*** Opening of Provided data ***

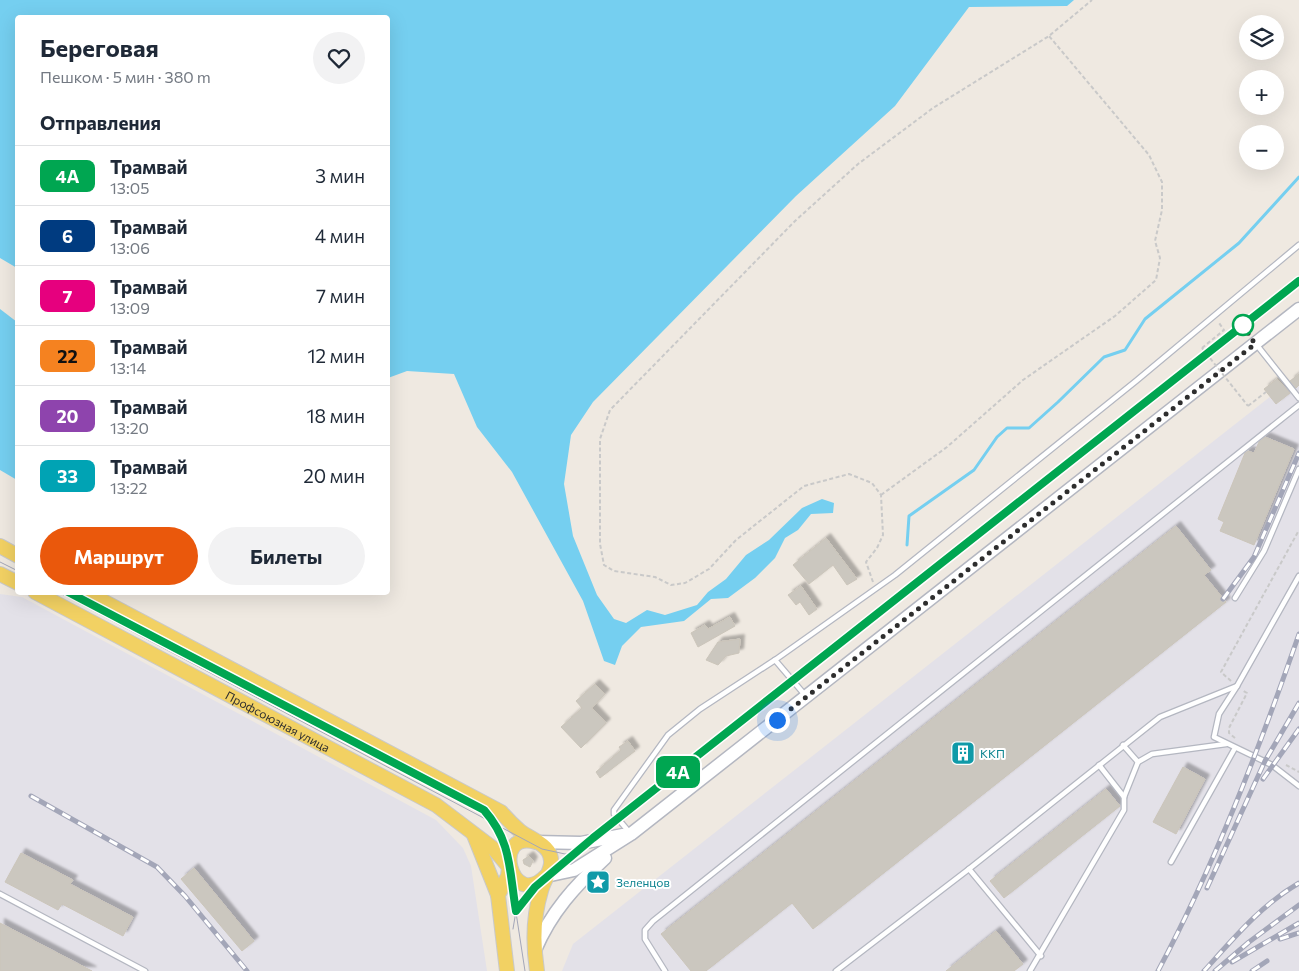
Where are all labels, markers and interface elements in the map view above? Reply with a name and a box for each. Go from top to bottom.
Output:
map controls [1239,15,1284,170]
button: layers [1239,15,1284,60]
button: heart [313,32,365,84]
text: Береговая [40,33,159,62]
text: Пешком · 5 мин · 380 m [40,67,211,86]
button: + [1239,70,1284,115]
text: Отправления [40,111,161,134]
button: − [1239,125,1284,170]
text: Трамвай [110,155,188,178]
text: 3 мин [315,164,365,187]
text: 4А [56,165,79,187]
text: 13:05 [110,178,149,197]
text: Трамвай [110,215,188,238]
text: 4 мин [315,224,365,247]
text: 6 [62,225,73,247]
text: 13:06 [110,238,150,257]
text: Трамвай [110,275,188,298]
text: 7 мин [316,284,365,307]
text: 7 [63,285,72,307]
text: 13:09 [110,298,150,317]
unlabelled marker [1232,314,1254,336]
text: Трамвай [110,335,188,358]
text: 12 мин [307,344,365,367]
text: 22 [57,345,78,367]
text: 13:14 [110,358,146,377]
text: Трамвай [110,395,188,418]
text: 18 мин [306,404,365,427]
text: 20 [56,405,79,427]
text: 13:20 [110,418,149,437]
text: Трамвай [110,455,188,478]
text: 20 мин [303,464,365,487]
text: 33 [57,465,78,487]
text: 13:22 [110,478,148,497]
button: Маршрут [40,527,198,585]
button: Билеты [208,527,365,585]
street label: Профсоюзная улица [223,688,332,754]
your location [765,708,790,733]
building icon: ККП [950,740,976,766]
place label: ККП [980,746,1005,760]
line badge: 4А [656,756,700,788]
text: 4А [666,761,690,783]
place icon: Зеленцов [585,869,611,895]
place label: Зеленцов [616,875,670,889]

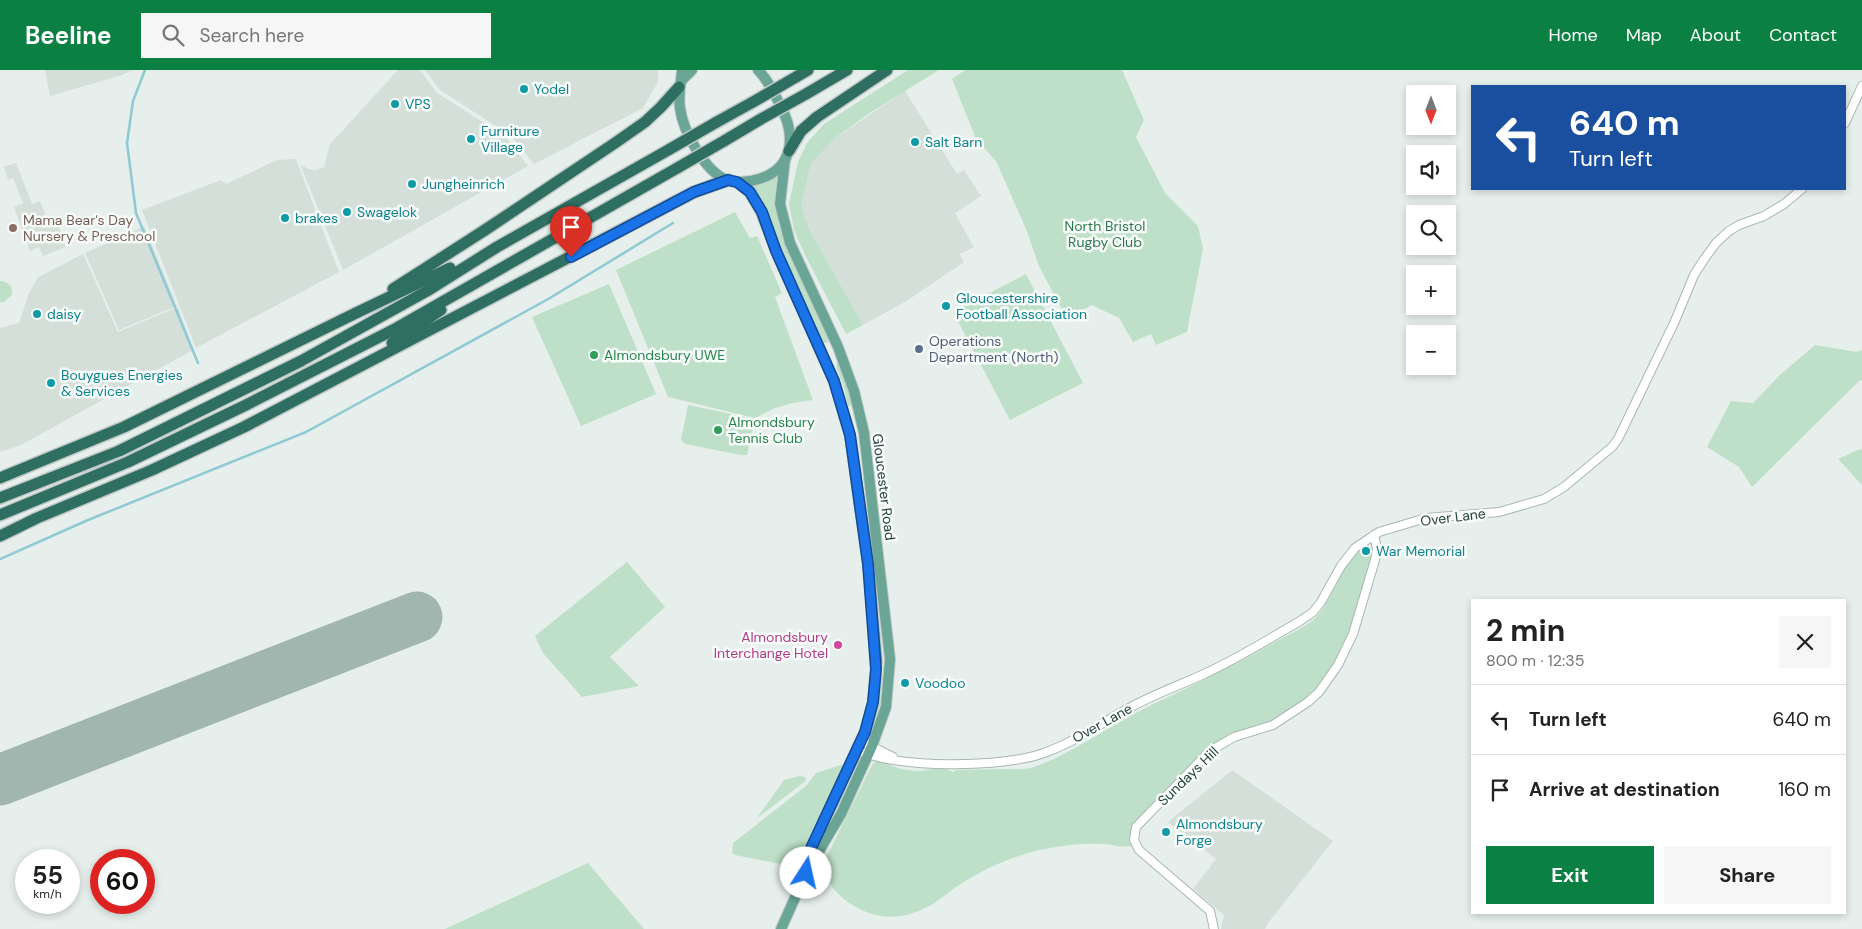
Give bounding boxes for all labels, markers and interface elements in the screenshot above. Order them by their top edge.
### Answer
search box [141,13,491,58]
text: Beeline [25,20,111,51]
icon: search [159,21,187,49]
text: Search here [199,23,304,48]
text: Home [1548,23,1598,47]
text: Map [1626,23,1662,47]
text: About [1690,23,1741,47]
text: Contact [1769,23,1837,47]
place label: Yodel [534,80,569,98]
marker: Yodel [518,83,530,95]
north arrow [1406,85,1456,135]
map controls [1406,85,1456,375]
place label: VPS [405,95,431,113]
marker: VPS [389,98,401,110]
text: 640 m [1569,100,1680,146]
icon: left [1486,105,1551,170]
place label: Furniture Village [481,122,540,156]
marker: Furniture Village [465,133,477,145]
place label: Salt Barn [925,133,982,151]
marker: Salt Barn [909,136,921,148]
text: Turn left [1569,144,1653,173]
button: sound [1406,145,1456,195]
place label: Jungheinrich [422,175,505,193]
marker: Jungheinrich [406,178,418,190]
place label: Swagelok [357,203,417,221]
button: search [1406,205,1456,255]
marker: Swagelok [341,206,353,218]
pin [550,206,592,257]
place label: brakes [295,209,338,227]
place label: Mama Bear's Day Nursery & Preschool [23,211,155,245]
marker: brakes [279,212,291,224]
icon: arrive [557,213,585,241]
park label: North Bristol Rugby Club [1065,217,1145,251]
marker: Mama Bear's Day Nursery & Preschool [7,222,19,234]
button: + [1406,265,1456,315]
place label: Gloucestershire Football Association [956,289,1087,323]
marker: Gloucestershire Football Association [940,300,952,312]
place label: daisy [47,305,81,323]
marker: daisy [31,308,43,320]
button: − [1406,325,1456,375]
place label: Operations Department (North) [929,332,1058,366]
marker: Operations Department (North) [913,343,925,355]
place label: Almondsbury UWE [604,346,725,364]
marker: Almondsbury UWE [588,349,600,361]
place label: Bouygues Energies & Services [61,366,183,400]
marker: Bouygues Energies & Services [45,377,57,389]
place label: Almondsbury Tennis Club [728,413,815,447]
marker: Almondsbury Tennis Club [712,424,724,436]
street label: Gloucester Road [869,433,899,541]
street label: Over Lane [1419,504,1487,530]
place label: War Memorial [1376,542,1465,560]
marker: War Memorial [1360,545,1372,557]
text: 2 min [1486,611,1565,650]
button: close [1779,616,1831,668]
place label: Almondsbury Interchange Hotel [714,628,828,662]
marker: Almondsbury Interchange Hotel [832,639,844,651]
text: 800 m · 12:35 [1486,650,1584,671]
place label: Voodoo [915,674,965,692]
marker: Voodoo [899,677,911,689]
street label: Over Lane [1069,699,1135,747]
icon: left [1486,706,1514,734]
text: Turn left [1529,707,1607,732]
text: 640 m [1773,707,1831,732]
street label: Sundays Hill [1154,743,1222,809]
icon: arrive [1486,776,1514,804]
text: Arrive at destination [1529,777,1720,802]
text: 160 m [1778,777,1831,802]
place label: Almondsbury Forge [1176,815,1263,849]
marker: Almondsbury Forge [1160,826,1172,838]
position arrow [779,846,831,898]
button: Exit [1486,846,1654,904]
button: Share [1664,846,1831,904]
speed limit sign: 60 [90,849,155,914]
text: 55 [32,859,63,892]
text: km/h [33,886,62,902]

*** Close of Provided data ***

## What to work on
In the records above, find each line that mentions the string "street", then copy it.

## Task result
street label: Профсоюзная улица [223,688,332,754]
street label: Gloucester Road [869,433,899,541]
street label: Over Lane [1419,504,1487,530]
street label: Over Lane [1069,699,1135,747]
street label: Sundays Hill [1154,743,1222,809]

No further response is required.